The apocalyptic doom riffs and marching, vaguely militaristic electronica of ‘Swarming Funereal Mass’ would be enough to convince anyone that those earlier feelings were well off the mark and that life is in fact not worth living. This track, penned by Wrest feels utterly bereft of hope, a solitary march to the gallows that soon degenerates into a howling cacophony of despair and bleakness. And we’re not even halfway through yet. ‘Seek No Shelter Fevered Ones’ is the first taste we have of the post metal that sheened previous release “Monument to Time End” with its slowly meandering riff snaking through the murk like some malign serpent before the pace increases again, aided by Wrest’s one-two punch percussion and sound effects that sound like a robot having its head twisted off. A similar theme is explored in the grim collapse and crush of ‘A Flood of Eyes’ where the blast part approaches white noise regions of distortion before we are finally discarded down the well with the skittish noise coda of ‘Below Lights’, a particularly unpleasant treat courtesy of Parker.

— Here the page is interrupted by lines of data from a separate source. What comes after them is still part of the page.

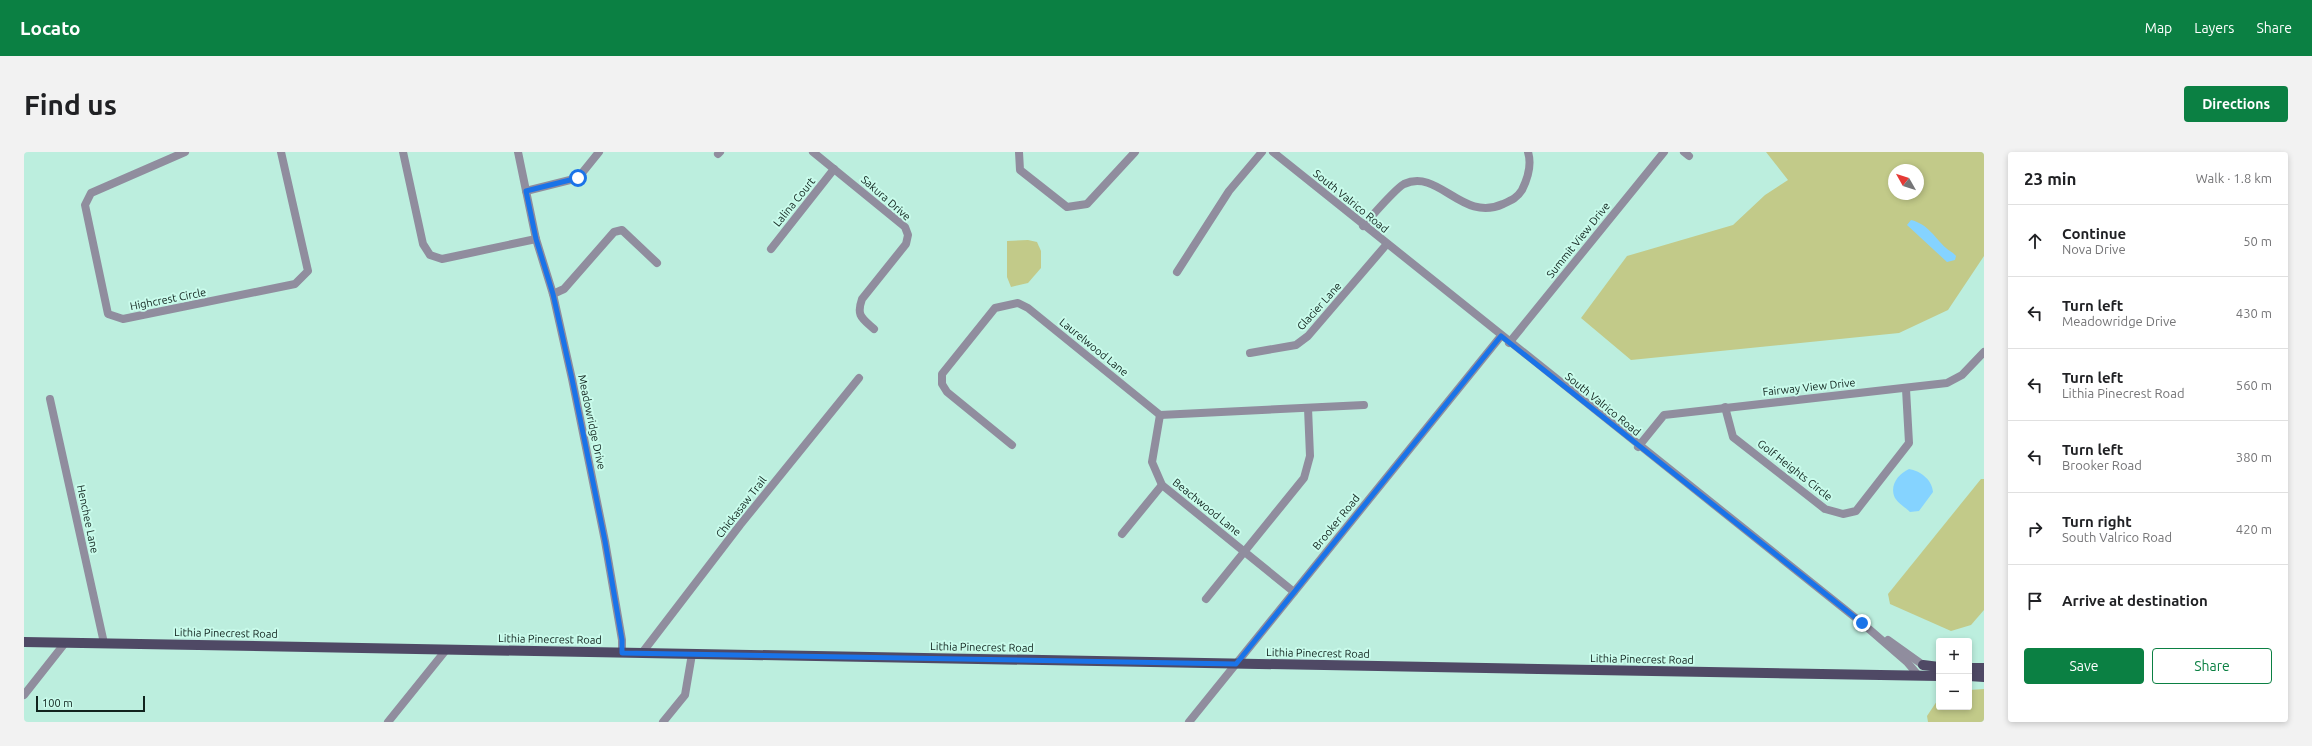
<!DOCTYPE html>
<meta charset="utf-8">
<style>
body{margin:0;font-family:Ubuntu,sans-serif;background:#f2f2f2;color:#202124}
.controls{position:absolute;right:12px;bottom:12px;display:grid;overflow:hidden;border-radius:4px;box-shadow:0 2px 6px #0003}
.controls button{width:36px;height:36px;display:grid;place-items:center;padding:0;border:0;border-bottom:1px solid #e0e0e0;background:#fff;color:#202124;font:20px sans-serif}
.compass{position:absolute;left:1864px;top:12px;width:36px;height:36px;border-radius:50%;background:#fff;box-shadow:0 2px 6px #0003;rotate:309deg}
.scale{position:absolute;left:12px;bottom:10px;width:109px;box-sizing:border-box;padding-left:4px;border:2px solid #10231d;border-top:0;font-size:11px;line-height:14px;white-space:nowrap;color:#10231d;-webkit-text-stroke:3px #c9fbeb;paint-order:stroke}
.stop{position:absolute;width:12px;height:12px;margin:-9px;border:3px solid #1a73e8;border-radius:50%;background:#fff}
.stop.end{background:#1a73e8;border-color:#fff;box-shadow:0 1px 4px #0008}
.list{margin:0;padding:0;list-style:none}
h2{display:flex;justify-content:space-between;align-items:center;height:52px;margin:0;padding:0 16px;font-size:17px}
h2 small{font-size:13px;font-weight:400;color:#757577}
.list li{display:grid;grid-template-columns:26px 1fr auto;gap:12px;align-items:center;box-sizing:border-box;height:72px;padding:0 16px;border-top:1px solid #e0e0e0}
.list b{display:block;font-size:15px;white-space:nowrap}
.list p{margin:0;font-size:13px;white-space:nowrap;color:#757577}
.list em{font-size:13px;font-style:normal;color:#757577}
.actions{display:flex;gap:8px;padding:12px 16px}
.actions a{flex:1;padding:9px 0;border:1px solid #0b8043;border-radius:4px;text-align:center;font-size:14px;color:#0b8043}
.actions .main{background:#0b8043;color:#fff}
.icon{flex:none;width:22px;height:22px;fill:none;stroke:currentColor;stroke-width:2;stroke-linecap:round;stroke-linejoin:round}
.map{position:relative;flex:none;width:1960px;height:570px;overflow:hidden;border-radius:4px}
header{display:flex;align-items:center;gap:24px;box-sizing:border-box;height:56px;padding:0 20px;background:#0b8043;color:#fff}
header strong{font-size:19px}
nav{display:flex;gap:22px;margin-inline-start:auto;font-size:14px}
.intro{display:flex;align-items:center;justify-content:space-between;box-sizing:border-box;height:96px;padding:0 24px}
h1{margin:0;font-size:28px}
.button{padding:10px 18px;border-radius:4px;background:#0b8043;color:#fff;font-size:14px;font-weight:700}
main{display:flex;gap:24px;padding:0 24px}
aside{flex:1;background:#fff;border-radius:4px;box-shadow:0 2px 6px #0003}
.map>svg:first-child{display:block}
.green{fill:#c2ca89;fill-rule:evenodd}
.water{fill:#85d3ff}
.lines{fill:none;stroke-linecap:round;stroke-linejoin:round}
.minor{stroke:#908d9e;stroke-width:8}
.major{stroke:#4f4965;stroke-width:10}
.route{stroke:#1a73e8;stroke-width:5}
.labels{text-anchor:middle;stroke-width:4;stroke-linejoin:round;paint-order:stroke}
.street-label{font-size:11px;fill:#10231d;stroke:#c9fbeb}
</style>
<header>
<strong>Locato</strong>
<nav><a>Map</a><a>Layers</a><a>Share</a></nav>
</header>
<div class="intro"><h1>Find us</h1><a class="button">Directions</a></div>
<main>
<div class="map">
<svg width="1960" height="570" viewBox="0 0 1960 570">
<rect width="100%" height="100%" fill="#bceede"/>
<g class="green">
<path d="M1742,0H1960V104L1924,158L1875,181L1607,208L1557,166L1603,104L1709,73L1741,43L1764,28ZM1870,18H1894V42H1870Z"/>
<polygon points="1004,88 1013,90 1017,99 1017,116 1004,131 987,135 983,125 983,89"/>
<polygon points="1957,327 1960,327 1960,458 1947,473 1927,479 1866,452 1864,442"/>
<polygon points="1960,537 1960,570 1904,570 1903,564 1915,546 1915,555 1945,555 1945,538"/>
</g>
<g class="water">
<path d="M1887,68C1904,72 1910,85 1922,96C1925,99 1929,100 1932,104L1931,108L1923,110L1883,73Z"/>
<path d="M1885,317C1896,319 1908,327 1909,340L1895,359L1886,360C1882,356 1874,351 1871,346C1865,334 1874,322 1885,317Z"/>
</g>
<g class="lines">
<g class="minor">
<polyline points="161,0 67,41 61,53 84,162 99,167 271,132 284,119 257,0"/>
<polyline points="379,0 399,92 406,103 418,107 512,87"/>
<polyline points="494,0 512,87 529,142 548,227 581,389 598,488 598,501"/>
<path d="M789,0L881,75L884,83L882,92L838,147C832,164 838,166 850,177"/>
<polyline points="995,0 996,18 1043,55 1063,52 1111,0"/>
<polyline points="1249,0 1838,471 1883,510 1894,523"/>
<polyline points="1660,0 1665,4"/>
<polyline points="694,2 696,0"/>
<polyline points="502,39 554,26 575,0"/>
<path d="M1339,74C1347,65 1372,36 1380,32C1415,16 1438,71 1479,52C1488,48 1493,46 1498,38C1504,26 1508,13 1504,0"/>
<polyline points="747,97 810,17"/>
<polyline points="1153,120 1205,39 1238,0"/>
<polyline points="529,142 540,137 590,80 598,78 633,111"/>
<polyline points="1485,191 1640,0"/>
<polyline points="1226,201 1272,193 1284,184 1362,93"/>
<polyline points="26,247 80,491"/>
<polyline points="1701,255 1709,285 1801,357 1819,362 1832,359 1885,291 1882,237"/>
<polyline points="1136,263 1128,310 1138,333 1270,440"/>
<polyline points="988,293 923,240 918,232 918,222 971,156 994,151 1004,156 1136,263 1340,253"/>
<polyline points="1614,295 1640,263 1923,231 1938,223 1960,200"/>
<polyline points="1098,382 1138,333"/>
<polyline points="1182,447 1280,326 1286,304 1284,256"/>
<polyline points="1864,488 1899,513"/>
<polyline points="618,501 716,373 835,226"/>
<polyline points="0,543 41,491"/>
<polyline points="364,570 422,498"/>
<polyline points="639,570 661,543 668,502"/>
<polyline points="1165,570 1477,184"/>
</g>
<g class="major">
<polyline points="0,490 1915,524"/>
<polyline points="1899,513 1915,515"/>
<polyline points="1945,516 1960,516"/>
<polyline points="1945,524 1960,525"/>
</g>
</g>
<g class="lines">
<polyline class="route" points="554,26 502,39 512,87 529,142 548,227 581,389 598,488 598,501 1212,512 1477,184 1838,471"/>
</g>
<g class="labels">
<g class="street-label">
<text transform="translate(862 46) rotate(41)" y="4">Sakura Drive</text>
<text transform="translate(1327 49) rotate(39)" y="4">South Valrico Road</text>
<text transform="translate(770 50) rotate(-51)" y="4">Lalina Court</text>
<text transform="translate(1554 88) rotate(-51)" y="4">Summit View Drive</text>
<text transform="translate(144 147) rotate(-11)" y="4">Highcrest Circle</text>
<text transform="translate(1295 154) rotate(-48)" y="4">Glacier Lane</text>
<text transform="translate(1070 195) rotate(39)" y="4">Laurelwood Lane</text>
<text transform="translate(1785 235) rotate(-6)" y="4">Fairway View Drive</text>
<text transform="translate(1579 252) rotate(39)" y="4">South Valrico Road</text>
<text transform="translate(568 270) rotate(78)" y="4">Meadowridge Drive</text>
<text transform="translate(1771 318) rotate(38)" y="4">Golf Heights Circle</text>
<text transform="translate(717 355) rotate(-52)" y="4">Chickasaw Trail</text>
<text transform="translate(1183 355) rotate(39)" y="4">Beachwood Lane</text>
<text transform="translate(64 367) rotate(78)" y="4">Henchee Lane</text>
<text transform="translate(1312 370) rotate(-51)" y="4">Brooker Road</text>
<text transform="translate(202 481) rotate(1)" y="4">Lithia Pinecrest Road</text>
<text transform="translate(526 487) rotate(1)" y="4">Lithia Pinecrest Road</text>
<text transform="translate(958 495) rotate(1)" y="4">Lithia Pinecrest Road</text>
<text transform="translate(1294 501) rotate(1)" y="4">Lithia Pinecrest Road</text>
<text transform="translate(1618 507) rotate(1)" y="4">Lithia Pinecrest Road</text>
</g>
</g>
</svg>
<div class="controls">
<button>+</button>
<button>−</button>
</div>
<svg class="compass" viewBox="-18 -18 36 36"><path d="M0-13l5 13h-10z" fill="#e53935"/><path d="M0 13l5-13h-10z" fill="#757577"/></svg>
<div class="scale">100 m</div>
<div class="stop" style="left:554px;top:26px"></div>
<div class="stop end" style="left:1838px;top:471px"></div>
</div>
<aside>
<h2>23 min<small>Walk · 1.8 km</small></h2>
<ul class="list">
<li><svg class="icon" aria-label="ahead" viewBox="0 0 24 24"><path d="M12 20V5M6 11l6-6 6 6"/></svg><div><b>Continue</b><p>Nova Drive</p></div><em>50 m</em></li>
<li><svg class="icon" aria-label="left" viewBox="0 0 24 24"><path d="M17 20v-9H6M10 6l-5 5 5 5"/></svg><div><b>Turn left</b><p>Meadowridge Drive</p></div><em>430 m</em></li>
<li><svg class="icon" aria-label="left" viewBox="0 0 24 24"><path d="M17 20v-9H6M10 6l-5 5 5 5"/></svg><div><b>Turn left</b><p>Lithia Pinecrest Road</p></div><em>560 m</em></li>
<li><svg class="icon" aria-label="left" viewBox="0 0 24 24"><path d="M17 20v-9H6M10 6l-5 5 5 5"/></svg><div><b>Turn left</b><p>Brooker Road</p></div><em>380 m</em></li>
<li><svg class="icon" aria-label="right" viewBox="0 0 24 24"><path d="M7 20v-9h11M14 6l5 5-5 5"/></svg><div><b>Turn right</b><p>South Valrico Road</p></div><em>420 m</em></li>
<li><svg class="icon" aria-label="arrive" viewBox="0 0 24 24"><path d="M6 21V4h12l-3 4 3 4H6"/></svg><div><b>Arrive at destination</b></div></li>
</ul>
<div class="actions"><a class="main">Save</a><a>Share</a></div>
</aside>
</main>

Clocking in at a mere forty-one minutes, “III: Beneath Trident’s Tomb” is no long drawn out endurance test like the latest release from The Ruins of Beverast, which explored a different kind of darkness, but it is an experience of similarly unnerving proportions. The mad geniuses who concocted this record have drawn on their own personal demons and scorn for this foul planet to produce something as ugly as the world they see around them. This is what lurks on the other side of the stone, behind the white picket fences, a coalesced pile of swarming disgust that should remain hidden but has an inexorable will of its own. Far harder to get into than the previous album, and much more geared towards noise than black metal, this is a fitting swansong and a firm ‘fuck you’ to poseurs and those who seek to betray you. Whether they’ll change their mind and re-group in a few years remains to be seen but if not, “III: Beneath Trident’s Tomb” is an appropriately unpleasant epitaph.